» **Data to examine**
◇ ◇ ◇ ◇ ◇

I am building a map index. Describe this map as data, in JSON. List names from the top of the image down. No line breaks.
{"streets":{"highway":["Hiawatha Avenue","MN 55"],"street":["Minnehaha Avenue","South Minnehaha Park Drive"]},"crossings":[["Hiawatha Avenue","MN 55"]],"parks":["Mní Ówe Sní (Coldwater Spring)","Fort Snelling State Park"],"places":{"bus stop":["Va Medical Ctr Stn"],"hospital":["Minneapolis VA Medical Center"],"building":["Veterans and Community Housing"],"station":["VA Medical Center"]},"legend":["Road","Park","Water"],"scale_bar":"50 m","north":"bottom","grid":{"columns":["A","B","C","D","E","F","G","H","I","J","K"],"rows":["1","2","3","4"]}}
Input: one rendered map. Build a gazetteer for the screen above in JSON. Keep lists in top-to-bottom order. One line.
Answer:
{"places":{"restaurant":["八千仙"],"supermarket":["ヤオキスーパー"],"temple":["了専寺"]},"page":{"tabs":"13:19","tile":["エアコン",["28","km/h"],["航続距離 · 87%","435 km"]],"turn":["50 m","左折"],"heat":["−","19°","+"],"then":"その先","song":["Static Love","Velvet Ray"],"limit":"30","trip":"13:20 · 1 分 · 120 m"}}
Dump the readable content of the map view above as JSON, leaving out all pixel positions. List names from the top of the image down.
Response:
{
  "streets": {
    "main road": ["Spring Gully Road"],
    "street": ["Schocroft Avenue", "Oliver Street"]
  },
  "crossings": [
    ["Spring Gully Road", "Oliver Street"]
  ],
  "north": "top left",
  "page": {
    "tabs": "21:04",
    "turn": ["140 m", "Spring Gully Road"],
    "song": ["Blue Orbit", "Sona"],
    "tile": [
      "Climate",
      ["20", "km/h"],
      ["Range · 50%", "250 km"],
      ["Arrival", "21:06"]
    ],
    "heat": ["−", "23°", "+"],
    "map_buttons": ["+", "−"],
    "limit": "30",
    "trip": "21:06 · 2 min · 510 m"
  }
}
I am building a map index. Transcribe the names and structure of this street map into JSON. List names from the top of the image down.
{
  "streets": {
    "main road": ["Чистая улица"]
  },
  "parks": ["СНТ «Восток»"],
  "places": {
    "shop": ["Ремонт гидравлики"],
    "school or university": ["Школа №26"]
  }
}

◇ ◇ ◇ ◇ ◇

» **Task objective**
Pull every line containing the word "above" out of the listing.

» **Reply**
Input: one rendered map. Build a gazetteer for the screen above in JSON. Keep lists in top-to-bottom order. One line.
Dump the readable content of the map view above as JSON, leaving out all pixel positions. List names from the top of the image down.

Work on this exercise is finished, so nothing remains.